◆ ACTIVITY ◆
Take the data that sits below and write it out again exactly.

Dataset items:
[Start of Attachment]
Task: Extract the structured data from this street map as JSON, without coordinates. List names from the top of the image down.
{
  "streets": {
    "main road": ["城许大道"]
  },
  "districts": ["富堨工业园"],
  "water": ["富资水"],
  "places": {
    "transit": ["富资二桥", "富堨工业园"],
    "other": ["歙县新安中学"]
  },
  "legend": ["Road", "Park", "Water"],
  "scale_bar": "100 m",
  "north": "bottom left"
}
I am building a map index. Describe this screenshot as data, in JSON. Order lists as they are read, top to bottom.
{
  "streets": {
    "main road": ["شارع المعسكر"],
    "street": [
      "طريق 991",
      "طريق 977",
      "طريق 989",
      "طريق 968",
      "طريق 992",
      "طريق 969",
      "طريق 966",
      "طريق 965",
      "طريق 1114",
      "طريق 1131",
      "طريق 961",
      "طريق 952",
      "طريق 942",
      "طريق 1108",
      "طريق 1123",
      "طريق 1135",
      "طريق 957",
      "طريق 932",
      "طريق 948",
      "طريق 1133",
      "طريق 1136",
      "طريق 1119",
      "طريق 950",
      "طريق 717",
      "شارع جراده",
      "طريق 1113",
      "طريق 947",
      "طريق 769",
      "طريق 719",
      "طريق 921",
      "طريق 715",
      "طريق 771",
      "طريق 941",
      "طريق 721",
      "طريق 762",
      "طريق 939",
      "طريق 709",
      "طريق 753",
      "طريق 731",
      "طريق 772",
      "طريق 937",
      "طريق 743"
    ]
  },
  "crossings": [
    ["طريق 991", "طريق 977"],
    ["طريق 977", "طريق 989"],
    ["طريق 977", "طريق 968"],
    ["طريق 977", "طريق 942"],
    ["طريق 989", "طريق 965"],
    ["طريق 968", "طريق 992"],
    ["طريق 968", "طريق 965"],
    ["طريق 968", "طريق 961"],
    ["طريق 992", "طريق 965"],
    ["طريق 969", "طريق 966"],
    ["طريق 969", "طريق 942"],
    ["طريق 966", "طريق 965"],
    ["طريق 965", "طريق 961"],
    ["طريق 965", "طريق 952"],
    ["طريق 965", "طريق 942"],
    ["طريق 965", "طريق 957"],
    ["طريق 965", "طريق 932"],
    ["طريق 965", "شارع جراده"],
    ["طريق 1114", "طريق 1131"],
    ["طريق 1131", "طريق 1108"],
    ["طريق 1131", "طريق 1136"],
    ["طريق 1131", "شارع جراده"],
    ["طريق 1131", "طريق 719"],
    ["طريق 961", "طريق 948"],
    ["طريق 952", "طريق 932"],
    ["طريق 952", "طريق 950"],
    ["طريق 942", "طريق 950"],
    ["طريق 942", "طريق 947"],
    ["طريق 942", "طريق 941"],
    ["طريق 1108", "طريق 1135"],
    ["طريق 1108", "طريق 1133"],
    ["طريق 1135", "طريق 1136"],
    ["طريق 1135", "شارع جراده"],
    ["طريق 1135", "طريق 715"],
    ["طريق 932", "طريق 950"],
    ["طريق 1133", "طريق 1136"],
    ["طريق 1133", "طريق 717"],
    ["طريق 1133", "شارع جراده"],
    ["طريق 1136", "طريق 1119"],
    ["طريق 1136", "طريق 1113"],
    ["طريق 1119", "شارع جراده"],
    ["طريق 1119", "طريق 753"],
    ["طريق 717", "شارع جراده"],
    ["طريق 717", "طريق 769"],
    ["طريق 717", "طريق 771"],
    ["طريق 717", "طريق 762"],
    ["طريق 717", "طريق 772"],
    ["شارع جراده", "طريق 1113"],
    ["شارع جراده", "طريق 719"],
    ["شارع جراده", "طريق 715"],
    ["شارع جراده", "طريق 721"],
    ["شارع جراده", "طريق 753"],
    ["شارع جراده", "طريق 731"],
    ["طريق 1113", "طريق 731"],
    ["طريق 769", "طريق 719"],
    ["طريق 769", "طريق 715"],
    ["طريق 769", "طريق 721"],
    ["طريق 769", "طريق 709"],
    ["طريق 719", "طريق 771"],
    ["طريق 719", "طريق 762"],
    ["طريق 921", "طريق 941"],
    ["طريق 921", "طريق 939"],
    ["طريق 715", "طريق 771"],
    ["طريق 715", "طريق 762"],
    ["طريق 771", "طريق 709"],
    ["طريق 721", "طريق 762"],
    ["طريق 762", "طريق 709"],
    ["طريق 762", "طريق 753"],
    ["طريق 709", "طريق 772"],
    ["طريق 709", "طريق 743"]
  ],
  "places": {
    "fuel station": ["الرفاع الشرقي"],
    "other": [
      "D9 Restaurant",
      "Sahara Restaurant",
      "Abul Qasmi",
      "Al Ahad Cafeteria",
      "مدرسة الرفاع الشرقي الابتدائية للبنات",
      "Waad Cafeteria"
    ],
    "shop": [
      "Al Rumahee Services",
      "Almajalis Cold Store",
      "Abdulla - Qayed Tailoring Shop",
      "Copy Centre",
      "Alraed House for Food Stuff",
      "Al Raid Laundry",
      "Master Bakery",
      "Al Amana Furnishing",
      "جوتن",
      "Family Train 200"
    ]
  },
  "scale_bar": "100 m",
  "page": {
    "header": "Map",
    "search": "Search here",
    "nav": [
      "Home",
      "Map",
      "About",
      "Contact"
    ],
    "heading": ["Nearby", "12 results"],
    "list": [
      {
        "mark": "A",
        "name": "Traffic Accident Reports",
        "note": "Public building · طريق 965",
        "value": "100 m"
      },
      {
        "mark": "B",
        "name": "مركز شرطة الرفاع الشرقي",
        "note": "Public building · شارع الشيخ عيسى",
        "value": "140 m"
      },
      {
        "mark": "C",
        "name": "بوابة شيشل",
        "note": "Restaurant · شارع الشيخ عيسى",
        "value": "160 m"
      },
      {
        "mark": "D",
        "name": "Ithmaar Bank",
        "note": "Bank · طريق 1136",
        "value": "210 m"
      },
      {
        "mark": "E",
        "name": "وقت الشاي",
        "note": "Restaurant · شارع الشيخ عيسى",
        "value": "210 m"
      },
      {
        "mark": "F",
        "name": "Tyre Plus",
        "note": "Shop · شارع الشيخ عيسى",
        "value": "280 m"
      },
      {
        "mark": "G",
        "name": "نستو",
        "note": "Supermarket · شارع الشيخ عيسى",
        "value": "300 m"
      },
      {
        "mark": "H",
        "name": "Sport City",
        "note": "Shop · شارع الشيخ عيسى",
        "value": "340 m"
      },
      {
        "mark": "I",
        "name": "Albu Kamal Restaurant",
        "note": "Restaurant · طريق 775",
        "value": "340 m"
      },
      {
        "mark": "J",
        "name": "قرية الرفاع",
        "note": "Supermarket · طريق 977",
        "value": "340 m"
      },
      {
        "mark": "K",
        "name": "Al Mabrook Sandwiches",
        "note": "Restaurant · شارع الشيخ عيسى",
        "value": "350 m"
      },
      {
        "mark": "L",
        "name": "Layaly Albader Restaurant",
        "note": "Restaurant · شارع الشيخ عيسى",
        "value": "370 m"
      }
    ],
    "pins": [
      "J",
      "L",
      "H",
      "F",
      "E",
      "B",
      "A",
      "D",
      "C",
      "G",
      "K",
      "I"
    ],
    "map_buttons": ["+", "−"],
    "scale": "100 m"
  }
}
[End of Attachment]
◆ TASK RESULT ◆
Task: Extract the structured data from this street map as JSON, without coordinates. List names from the top of the image down.
{
  "streets": {
    "main road": ["城许大道"]
  },
  "districts": ["富堨工业园"],
  "water": ["富资水"],
  "places": {
    "transit": ["富资二桥", "富堨工业园"],
    "other": ["歙县新安中学"]
  },
  "legend": ["Road", "Park", "Water"],
  "scale_bar": "100 m",
  "north": "bottom left"
}
I am building a map index. Describe this screenshot as data, in JSON. Order lists as they are read, top to bottom.
{
  "streets": {
    "main road": ["شارع المعسكر"],
    "street": [
      "طريق 991",
      "طريق 977",
      "طريق 989",
      "طريق 968",
      "طريق 992",
      "طريق 969",
      "طريق 966",
      "طريق 965",
      "طريق 1114",
      "طريق 1131",
      "طريق 961",
      "طريق 952",
      "طريق 942",
      "طريق 1108",
      "طريق 1123",
      "طريق 1135",
      "طريق 957",
      "طريق 932",
      "طريق 948",
      "طريق 1133",
      "طريق 1136",
      "طريق 1119",
      "طريق 950",
      "طريق 717",
      "شارع جراده",
      "طريق 1113",
      "طريق 947",
      "طريق 769",
      "طريق 719",
      "طريق 921",
      "طريق 715",
      "طريق 771",
      "طريق 941",
      "طريق 721",
      "طريق 762",
      "طريق 939",
      "طريق 709",
      "طريق 753",
      "طريق 731",
      "طريق 772",
      "طريق 937",
      "طريق 743"
    ]
  },
  "crossings": [
    ["طريق 991", "طريق 977"],
    ["طريق 977", "طريق 989"],
    ["طريق 977", "طريق 968"],
    ["طريق 977", "طريق 942"],
    ["طريق 989", "طريق 965"],
    ["طريق 968", "طريق 992"],
    ["طريق 968", "طريق 965"],
    ["طريق 968", "طريق 961"],
    ["طريق 992", "طريق 965"],
    ["طريق 969", "طريق 966"],
    ["طريق 969", "طريق 942"],
    ["طريق 966", "طريق 965"],
    ["طريق 965", "طريق 961"],
    ["طريق 965", "طريق 952"],
    ["طريق 965", "طريق 942"],
    ["طريق 965", "طريق 957"],
    ["طريق 965", "طريق 932"],
    ["طريق 965", "شارع جراده"],
    ["طريق 1114", "طريق 1131"],
    ["طريق 1131", "طريق 1108"],
    ["طريق 1131", "طريق 1136"],
    ["طريق 1131", "شارع جراده"],
    ["طريق 1131", "طريق 719"],
    ["طريق 961", "طريق 948"],
    ["طريق 952", "طريق 932"],
    ["طريق 952", "طريق 950"],
    ["طريق 942", "طريق 950"],
    ["طريق 942", "طريق 947"],
    ["طريق 942", "طريق 941"],
    ["طريق 1108", "طريق 1135"],
    ["طريق 1108", "طريق 1133"],
    ["طريق 1135", "طريق 1136"],
    ["طريق 1135", "شارع جراده"],
    ["طريق 1135", "طريق 715"],
    ["طريق 932", "طريق 950"],
    ["طريق 1133", "طريق 1136"],
    ["طريق 1133", "طريق 717"],
    ["طريق 1133", "شارع جراده"],
    ["طريق 1136", "طريق 1119"],
    ["طريق 1136", "طريق 1113"],
    ["طريق 1119", "شارع جراده"],
    ["طريق 1119", "طريق 753"],
    ["طريق 717", "شارع جراده"],
    ["طريق 717", "طريق 769"],
    ["طريق 717", "طريق 771"],
    ["طريق 717", "طريق 762"],
    ["طريق 717", "طريق 772"],
    ["شارع جراده", "طريق 1113"],
    ["شارع جراده", "طريق 719"],
    ["شارع جراده", "طريق 715"],
    ["شارع جراده", "طريق 721"],
    ["شارع جراده", "طريق 753"],
    ["شارع جراده", "طريق 731"],
    ["طريق 1113", "طريق 731"],
    ["طريق 769", "طريق 719"],
    ["طريق 769", "طريق 715"],
    ["طريق 769", "طريق 721"],
    ["طريق 769", "طريق 709"],
    ["طريق 719", "طريق 771"],
    ["طريق 719", "طريق 762"],
    ["طريق 921", "طريق 941"],
    ["طريق 921", "طريق 939"],
    ["طريق 715", "طريق 771"],
    ["طريق 715", "طريق 762"],
    ["طريق 771", "طريق 709"],
    ["طريق 721", "طريق 762"],
    ["طريق 762", "طريق 709"],
    ["طريق 762", "طريق 753"],
    ["طريق 709", "طريق 772"],
    ["طريق 709", "طريق 743"]
  ],
  "places": {
    "fuel station": ["الرفاع الشرقي"],
    "other": [
      "D9 Restaurant",
      "Sahara Restaurant",
      "Abul Qasmi",
      "Al Ahad Cafeteria",
      "مدرسة الرفاع الشرقي الابتدائية للبنات",
      "Waad Cafeteria"
    ],
    "shop": [
      "Al Rumahee Services",
      "Almajalis Cold Store",
      "Abdulla - Qayed Tailoring Shop",
      "Copy Centre",
      "Alraed House for Food Stuff",
      "Al Raid Laundry",
      "Master Bakery",
      "Al Amana Furnishing",
      "جوتن",
      "Family Train 200"
    ]
  },
  "scale_bar": "100 m",
  "page": {
    "header": "Map",
    "search": "Search here",
    "nav": [
      "Home",
      "Map",
      "About",
      "Contact"
    ],
    "heading": ["Nearby", "12 results"],
    "list": [
      {
        "mark": "A",
        "name": "Traffic Accident Reports",
        "note": "Public building · طريق 965",
        "value": "100 m"
      },
      {
        "mark": "B",
        "name": "مركز شرطة الرفاع الشرقي",
        "note": "Public building · شارع الشيخ عيسى",
        "value": "140 m"
      },
      {
        "mark": "C",
        "name": "بوابة شيشل",
        "note": "Restaurant · شارع الشيخ عيسى",
        "value": "160 m"
      },
      {
        "mark": "D",
        "name": "Ithmaar Bank",
        "note": "Bank · طريق 1136",
        "value": "210 m"
      },
      {
        "mark": "E",
        "name": "وقت الشاي",
        "note": "Restaurant · شارع الشيخ عيسى",
        "value": "210 m"
      },
      {
        "mark": "F",
        "name": "Tyre Plus",
        "note": "Shop · شارع الشيخ عيسى",
        "value": "280 m"
      },
      {
        "mark": "G",
        "name": "نستو",
        "note": "Supermarket · شارع الشيخ عيسى",
        "value": "300 m"
      },
      {
        "mark": "H",
        "name": "Sport City",
        "note": "Shop · شارع الشيخ عيسى",
        "value": "340 m"
      },
      {
        "mark": "I",
        "name": "Albu Kamal Restaurant",
        "note": "Restaurant · طريق 775",
        "value": "340 m"
      },
      {
        "mark": "J",
        "name": "قرية الرفاع",
        "note": "Supermarket · طريق 977",
        "value": "340 m"
      },
      {
        "mark": "K",
        "name": "Al Mabrook Sandwiches",
        "note": "Restaurant · شارع الشيخ عيسى",
        "value": "350 m"
      },
      {
        "mark": "L",
        "name": "Layaly Albader Restaurant",
        "note": "Restaurant · شارع الشيخ عيسى",
        "value": "370 m"
      }
    ],
    "pins": [
      "J",
      "L",
      "H",
      "F",
      "E",
      "B",
      "A",
      "D",
      "C",
      "G",
      "K",
      "I"
    ],
    "map_buttons": ["+", "−"],
    "scale": "100 m"
  }
}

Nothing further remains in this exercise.